McPherson’s shareholders pave the way for Opus Group merger

At yesterday’s extraordinary general meeting, more than 99% of shareholders voted to separate the book printing business from its parent company, leaving McPherson’s Limited solely focused on the larger consumer products side of the company.

The result of the vote means McPherson’s Printing will remain separate from McPherson’s Limited even if shareholders reject the McPherson’s-Opus merger, which will be put to ballot on 3 March.

McPherson’s Printing chief executive Alan Fahy said he expected the Opus deal to be approved by shareholders and the regulators.

Fahy added that the print business would benefit from being a separate entity that could focus on its core business.

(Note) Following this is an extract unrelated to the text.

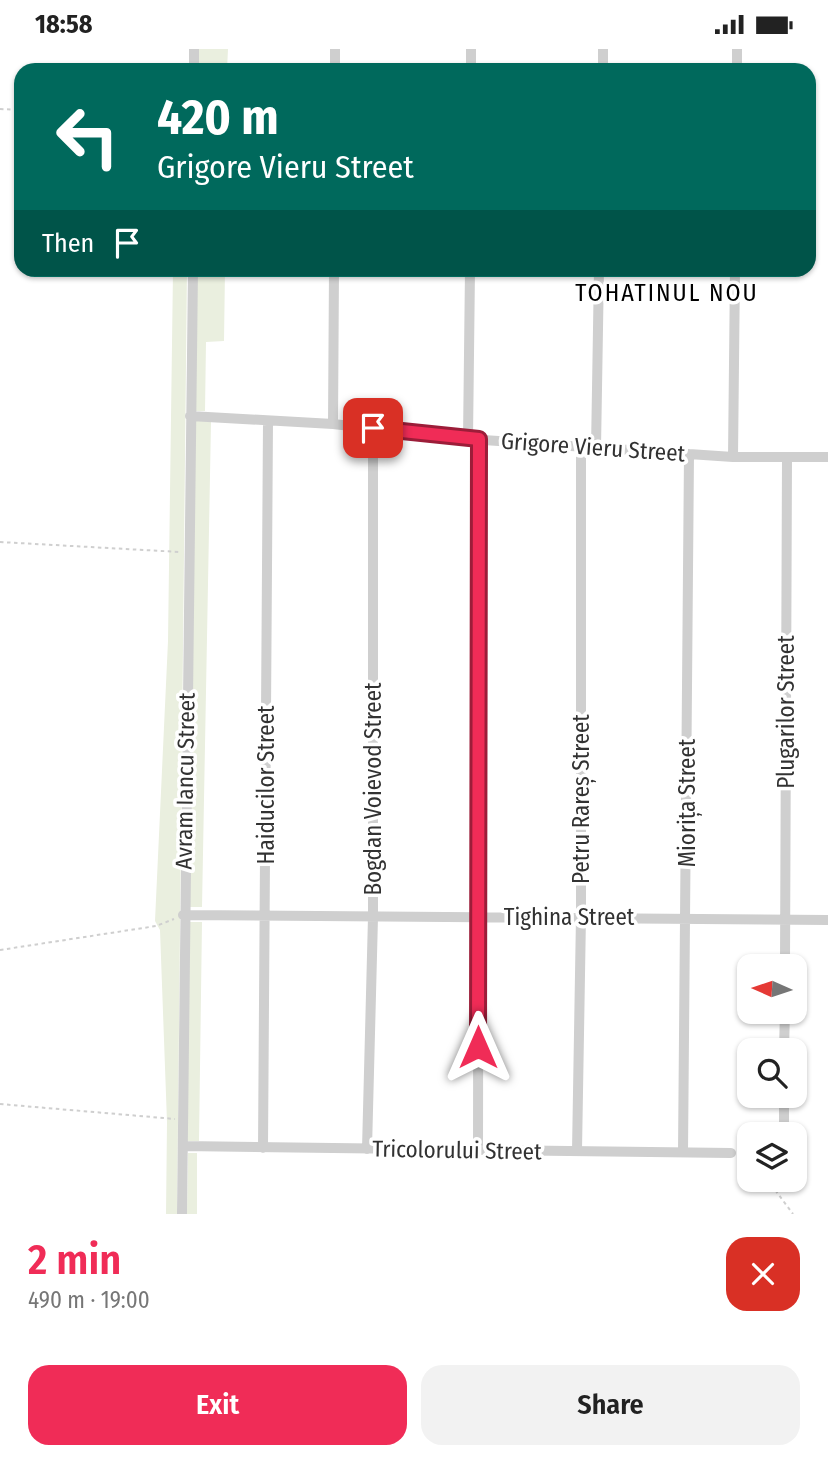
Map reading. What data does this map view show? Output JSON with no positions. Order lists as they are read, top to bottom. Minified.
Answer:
{"streets":{"street":["Grigore Vieru Street","Plugarilor Street","Avram Iancu Street","Haiducilor Street","Bogdan Voievod Street","Petru Rareș Street","Miorița Street","Tighina Street","Tricolorului Street"]},"crossings":[["Grigore Vieru Street","Plugarilor Street"],["Grigore Vieru Street","Avram Iancu Street"],["Grigore Vieru Street","Haiducilor Street"],["Grigore Vieru Street","Bogdan Voievod Street"],["Grigore Vieru Street","Petru Rareș Street"],["Grigore Vieru Street","Miorița Street"],["Plugarilor Street","Tighina Street"],["Avram Iancu Street","Tighina Street"],["Avram Iancu Street","Tricolorului Street"],["Haiducilor Street","Tighina Street"],["Haiducilor Street","Tricolorului Street"],["Bogdan Voievod Street","Tighina Street"],["Bogdan Voievod Street","Tricolorului Street"],["Petru Rareș Street","Tighina Street"],["Petru Rareș Street","Tricolorului Street"],["Miorița Street","Tighina Street"],["Miorița Street","Tricolorului Street"]],"districts":["TOHATINUL NOU"],"north":"left","page":{"status":"18:58","turn":["420 m","Grigore Vieru Street"],"then":"Then","heading":["2 min","490 m · 19:00"],"buttons":["Exit","Share"]}}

At yesterday’s meeting, McPherson’s Limited directors and the independent expert argued that the parent company’s share price had suffered by owning an unrelated printing operation.

ProPrint broke the news of the reverse takeover by Opus Group in November.

Opus Group chief executive Cliff Brigstocke said a strong case had been put forward and said he couldn’t think of any reason why the merger would be rejected.

Although McPherson’s Printing would officially be acquiring the Opus Group, Opus shareholders would hold a majority stake, and Brigstocke added that the new company would carry the Opus name.

Both CEOs said it would be premature to comment on whether the merged company would make any job cuts or management changes.